Look through the data below. Show each line where the string "Caracolito" occurs.

(Stored data entries)
________________________

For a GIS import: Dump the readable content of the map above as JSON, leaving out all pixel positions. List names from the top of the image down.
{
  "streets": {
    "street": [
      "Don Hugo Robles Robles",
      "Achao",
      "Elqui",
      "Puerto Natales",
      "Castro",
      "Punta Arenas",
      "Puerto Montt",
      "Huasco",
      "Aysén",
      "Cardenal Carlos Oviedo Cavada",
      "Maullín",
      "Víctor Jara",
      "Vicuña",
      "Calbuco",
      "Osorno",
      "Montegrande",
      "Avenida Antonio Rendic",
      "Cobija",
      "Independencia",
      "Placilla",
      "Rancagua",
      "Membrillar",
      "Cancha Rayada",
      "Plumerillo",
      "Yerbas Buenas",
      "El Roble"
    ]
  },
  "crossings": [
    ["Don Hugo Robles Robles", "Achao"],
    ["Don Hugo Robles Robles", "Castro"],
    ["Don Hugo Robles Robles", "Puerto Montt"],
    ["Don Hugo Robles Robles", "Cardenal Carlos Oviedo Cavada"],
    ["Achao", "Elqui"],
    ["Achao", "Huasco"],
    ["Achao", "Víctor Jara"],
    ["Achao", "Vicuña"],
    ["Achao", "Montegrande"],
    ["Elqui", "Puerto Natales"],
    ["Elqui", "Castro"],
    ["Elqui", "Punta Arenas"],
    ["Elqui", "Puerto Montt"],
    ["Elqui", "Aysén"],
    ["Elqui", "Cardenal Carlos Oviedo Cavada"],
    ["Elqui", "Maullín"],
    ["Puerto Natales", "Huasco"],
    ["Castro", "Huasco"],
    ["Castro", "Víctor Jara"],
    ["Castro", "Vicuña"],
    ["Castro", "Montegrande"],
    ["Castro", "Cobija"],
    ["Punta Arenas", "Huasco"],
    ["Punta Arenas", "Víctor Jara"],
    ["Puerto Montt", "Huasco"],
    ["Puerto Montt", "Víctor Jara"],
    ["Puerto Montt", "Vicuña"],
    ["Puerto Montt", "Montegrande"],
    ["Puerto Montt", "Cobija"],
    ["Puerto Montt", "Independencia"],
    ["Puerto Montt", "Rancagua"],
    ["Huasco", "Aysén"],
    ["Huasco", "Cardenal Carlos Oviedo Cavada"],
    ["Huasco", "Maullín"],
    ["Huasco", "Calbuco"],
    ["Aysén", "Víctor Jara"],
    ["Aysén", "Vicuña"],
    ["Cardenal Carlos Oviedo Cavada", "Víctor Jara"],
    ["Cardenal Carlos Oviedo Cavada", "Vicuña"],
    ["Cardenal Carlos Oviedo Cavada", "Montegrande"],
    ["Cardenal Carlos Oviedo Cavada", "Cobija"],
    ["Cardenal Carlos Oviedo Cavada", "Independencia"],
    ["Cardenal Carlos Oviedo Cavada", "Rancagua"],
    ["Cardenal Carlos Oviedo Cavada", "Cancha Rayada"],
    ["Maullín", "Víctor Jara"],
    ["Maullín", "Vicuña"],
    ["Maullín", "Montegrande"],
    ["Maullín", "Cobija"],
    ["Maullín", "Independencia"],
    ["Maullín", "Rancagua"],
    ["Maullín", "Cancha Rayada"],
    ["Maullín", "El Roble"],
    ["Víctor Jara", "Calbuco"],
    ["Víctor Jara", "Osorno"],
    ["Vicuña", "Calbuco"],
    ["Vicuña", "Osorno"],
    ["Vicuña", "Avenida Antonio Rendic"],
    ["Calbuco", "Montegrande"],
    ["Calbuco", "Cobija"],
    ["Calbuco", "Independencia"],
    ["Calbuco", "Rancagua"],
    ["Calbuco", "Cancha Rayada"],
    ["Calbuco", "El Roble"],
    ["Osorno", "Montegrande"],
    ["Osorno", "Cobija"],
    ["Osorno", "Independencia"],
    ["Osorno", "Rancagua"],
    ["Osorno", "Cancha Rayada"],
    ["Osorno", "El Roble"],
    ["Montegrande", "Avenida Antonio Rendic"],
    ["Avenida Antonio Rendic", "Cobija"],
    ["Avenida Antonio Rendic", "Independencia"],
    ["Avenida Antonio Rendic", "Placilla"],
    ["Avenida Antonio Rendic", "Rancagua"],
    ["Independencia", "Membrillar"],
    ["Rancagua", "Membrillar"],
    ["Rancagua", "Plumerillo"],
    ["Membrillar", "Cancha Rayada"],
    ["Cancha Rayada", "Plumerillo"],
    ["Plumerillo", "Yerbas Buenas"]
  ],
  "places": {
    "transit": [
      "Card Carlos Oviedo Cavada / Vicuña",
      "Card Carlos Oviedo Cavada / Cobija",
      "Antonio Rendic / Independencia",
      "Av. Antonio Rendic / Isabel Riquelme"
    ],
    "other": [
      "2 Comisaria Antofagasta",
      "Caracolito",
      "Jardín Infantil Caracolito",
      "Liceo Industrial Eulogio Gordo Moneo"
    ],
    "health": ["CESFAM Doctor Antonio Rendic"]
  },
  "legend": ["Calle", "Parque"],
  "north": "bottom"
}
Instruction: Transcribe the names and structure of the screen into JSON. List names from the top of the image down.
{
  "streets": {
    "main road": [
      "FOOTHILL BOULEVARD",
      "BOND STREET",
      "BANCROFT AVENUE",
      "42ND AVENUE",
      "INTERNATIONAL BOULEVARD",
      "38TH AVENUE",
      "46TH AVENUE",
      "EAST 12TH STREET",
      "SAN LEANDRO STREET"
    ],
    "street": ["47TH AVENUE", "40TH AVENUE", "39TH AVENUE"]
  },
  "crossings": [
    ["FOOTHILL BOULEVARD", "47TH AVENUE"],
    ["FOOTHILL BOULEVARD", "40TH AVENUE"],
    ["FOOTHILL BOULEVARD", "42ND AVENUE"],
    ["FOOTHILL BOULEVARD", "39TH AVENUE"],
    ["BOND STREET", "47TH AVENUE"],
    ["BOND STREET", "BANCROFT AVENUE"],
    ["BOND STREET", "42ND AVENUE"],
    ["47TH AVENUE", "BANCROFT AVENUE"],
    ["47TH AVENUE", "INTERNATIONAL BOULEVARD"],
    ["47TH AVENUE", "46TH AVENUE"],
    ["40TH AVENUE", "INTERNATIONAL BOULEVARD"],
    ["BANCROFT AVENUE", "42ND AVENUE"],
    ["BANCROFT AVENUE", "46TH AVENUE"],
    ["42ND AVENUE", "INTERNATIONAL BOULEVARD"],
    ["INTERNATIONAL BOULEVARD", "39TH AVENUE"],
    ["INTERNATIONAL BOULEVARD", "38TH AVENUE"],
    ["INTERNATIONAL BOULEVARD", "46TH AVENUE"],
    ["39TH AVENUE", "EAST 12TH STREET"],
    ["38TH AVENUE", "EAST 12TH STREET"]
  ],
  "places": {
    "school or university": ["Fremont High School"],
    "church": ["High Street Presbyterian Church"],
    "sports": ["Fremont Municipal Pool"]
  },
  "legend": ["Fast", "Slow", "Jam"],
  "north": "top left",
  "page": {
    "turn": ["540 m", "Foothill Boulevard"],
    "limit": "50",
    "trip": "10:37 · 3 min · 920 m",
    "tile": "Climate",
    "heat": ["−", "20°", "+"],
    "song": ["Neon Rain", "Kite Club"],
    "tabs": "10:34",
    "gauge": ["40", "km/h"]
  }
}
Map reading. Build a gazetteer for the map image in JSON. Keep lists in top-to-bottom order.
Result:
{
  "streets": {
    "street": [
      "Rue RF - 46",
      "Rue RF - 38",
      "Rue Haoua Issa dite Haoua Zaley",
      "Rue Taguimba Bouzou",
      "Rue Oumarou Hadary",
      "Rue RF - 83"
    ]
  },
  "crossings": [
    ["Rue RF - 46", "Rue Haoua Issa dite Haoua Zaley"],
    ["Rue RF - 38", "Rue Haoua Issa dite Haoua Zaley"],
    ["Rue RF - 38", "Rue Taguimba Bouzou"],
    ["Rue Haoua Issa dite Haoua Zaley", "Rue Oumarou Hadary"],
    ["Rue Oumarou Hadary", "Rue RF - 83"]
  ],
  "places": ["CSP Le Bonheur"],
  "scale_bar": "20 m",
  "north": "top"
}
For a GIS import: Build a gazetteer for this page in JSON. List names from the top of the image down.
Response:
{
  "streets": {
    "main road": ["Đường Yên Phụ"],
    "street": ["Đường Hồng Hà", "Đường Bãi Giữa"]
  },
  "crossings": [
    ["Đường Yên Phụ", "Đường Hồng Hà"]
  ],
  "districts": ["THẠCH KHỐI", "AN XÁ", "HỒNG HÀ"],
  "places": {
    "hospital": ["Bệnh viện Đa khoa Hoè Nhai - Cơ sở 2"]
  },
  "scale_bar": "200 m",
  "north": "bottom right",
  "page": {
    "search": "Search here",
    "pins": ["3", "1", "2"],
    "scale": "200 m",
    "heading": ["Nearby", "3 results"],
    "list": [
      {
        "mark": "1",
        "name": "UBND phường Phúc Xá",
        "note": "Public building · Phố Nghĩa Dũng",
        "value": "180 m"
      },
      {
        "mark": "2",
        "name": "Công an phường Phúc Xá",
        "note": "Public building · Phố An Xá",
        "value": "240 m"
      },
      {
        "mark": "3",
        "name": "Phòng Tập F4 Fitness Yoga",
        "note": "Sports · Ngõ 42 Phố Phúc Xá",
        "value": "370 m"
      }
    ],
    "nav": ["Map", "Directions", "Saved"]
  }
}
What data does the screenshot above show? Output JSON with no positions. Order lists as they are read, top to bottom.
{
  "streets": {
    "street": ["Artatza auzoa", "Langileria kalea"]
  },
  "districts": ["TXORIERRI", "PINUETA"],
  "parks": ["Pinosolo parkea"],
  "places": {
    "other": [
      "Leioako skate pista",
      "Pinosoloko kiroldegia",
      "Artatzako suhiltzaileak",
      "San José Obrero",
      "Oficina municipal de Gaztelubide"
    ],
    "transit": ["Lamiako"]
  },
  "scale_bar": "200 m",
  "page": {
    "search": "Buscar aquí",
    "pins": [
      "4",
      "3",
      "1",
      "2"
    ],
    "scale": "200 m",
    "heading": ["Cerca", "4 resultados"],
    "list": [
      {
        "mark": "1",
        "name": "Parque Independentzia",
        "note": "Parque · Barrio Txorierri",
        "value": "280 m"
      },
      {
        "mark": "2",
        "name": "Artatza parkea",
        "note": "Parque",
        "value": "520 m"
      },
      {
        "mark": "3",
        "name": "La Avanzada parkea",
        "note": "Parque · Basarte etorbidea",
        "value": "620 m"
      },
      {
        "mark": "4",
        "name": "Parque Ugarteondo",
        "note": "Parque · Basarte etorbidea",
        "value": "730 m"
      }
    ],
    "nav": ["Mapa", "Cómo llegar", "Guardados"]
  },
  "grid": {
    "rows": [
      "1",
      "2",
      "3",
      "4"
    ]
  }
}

________________________

● **Completed task**
      "Caracolito",
      "Jardín Infantil Caracolito",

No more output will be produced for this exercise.